Your goal: The line containing "position:relative; flex:1; overflow:hidden" marks the end; copy exactly all lines from the start of the material up to and including it.

*** Opening Source records ***

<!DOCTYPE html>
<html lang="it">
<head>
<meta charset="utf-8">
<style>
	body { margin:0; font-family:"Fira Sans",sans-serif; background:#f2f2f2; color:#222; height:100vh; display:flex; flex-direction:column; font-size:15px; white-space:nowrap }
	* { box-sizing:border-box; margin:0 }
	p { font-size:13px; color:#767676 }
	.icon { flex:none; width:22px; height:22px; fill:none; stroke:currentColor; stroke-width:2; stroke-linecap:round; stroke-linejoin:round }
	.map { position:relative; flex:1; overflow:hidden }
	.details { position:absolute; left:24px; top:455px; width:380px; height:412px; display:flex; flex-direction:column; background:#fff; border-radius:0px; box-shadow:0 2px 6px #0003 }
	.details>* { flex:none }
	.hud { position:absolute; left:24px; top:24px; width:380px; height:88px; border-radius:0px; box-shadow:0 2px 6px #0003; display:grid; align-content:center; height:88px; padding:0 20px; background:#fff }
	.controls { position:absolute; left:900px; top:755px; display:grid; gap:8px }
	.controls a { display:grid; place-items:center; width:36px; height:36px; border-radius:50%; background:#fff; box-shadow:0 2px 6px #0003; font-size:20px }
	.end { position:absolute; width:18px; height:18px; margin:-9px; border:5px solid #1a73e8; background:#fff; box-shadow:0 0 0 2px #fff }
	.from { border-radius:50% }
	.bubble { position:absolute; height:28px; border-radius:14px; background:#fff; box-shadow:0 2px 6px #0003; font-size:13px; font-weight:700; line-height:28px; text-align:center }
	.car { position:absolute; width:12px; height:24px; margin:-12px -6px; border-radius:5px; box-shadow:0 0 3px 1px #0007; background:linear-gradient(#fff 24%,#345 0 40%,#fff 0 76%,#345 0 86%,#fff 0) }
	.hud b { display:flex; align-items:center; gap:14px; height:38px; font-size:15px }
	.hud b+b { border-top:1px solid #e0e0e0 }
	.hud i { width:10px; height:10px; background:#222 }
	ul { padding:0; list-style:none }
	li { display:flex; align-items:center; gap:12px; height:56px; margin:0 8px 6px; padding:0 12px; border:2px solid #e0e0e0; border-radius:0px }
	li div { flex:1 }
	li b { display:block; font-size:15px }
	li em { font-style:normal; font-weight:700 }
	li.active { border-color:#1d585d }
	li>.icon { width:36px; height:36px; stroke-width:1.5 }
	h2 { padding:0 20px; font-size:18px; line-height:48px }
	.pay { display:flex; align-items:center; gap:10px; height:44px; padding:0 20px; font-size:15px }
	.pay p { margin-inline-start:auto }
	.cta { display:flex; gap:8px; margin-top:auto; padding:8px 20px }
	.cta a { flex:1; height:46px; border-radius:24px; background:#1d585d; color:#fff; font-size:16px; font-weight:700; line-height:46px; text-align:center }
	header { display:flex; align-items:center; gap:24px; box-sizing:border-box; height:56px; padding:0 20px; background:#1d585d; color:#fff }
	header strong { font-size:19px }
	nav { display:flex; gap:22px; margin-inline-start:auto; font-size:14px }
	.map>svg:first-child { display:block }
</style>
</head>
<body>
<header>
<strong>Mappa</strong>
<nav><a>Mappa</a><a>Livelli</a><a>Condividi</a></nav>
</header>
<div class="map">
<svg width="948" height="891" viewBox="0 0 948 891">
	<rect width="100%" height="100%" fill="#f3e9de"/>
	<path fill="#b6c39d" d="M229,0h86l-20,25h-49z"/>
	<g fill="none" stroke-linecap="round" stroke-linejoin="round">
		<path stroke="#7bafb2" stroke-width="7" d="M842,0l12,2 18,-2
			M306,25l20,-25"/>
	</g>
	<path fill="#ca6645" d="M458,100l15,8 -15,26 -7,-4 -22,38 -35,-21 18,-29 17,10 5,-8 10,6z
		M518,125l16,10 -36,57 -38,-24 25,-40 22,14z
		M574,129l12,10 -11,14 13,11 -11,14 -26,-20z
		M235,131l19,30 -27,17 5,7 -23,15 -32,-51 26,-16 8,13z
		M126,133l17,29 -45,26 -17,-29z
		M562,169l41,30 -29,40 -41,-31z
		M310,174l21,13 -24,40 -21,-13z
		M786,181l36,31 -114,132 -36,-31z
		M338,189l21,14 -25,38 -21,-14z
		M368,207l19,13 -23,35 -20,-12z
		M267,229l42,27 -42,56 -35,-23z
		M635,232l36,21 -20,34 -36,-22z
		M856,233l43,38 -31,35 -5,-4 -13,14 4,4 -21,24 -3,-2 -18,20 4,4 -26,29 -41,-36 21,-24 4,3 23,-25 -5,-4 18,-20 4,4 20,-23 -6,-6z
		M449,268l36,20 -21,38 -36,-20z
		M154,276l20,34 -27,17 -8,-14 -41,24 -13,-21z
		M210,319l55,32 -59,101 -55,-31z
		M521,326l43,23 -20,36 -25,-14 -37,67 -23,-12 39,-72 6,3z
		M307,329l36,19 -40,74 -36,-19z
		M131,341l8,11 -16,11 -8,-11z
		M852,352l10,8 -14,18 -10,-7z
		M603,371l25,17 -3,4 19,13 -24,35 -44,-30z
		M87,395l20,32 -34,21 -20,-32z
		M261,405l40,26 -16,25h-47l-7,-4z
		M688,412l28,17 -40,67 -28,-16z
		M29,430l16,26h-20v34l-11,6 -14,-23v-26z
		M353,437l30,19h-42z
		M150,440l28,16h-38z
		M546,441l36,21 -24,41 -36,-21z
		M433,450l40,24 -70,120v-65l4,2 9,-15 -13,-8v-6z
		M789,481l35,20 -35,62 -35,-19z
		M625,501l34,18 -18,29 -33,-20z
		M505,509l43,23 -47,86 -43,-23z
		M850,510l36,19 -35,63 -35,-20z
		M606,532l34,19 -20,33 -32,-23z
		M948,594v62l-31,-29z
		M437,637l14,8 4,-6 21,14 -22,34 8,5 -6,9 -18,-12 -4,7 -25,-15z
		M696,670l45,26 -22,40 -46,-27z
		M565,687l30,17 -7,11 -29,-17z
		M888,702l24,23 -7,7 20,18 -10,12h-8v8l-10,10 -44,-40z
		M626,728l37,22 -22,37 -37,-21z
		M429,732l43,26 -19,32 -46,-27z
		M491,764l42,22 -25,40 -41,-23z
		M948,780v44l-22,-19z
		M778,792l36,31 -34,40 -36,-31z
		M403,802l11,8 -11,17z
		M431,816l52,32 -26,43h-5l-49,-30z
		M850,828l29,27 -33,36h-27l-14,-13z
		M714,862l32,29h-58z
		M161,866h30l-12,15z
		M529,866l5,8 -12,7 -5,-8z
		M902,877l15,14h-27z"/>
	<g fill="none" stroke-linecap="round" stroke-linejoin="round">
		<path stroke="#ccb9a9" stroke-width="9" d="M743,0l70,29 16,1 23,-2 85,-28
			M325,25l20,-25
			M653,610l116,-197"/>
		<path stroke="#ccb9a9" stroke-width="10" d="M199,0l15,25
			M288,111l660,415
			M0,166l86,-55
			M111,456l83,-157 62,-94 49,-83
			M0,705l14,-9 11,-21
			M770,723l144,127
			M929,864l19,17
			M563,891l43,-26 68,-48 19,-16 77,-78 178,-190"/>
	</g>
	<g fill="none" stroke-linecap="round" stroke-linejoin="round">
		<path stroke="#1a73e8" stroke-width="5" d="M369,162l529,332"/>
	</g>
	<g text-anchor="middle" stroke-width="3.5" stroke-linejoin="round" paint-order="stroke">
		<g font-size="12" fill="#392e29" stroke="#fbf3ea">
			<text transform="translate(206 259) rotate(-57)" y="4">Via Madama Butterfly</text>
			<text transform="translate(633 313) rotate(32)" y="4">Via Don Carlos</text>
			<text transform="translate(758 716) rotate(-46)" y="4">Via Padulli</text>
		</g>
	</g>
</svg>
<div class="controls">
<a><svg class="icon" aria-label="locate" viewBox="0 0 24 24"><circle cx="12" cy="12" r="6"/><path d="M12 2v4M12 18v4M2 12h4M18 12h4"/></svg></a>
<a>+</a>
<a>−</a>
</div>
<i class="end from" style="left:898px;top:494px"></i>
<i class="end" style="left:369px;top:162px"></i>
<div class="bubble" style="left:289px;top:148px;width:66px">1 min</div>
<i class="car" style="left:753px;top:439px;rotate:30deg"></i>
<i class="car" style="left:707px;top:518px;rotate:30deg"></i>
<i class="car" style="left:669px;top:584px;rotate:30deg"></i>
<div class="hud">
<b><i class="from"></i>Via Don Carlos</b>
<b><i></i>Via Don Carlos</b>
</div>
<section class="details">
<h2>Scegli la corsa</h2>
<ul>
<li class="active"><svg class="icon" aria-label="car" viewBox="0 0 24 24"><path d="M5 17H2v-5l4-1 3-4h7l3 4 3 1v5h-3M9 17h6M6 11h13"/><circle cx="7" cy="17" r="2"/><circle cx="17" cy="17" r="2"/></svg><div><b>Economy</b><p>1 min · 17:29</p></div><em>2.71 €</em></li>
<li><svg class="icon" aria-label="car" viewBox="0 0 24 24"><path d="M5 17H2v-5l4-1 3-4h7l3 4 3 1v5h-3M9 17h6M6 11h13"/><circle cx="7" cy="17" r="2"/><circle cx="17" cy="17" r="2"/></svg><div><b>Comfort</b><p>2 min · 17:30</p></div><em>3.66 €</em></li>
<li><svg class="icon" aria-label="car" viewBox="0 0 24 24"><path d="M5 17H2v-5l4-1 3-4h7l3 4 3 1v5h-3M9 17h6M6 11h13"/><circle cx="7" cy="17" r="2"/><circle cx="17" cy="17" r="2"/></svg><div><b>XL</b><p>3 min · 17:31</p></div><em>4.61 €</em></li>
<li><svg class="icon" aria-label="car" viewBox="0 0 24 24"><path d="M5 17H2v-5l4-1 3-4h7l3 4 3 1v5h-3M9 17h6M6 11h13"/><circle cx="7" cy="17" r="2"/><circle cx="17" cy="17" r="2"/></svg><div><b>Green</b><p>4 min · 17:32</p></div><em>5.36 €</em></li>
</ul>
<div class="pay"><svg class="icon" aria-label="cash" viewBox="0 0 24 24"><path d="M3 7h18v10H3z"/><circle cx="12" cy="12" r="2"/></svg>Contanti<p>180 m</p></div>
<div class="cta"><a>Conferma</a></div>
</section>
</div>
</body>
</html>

*** Closing Source records ***

Task output:
<!DOCTYPE html>
<html lang="it">
<head>
<meta charset="utf-8">
<style>
	body { margin:0; font-family:"Fira Sans",sans-serif; background:#f2f2f2; color:#222; height:100vh; display:flex; flex-direction:column; font-size:15px; white-space:nowrap }
	* { box-sizing:border-box; margin:0 }
	p { font-size:13px; color:#767676 }
	.icon { flex:none; width:22px; height:22px; fill:none; stroke:currentColor; stroke-width:2; stroke-linecap:round; stroke-linejoin:round }
	.map { position:relative; flex:1; overflow:hidden }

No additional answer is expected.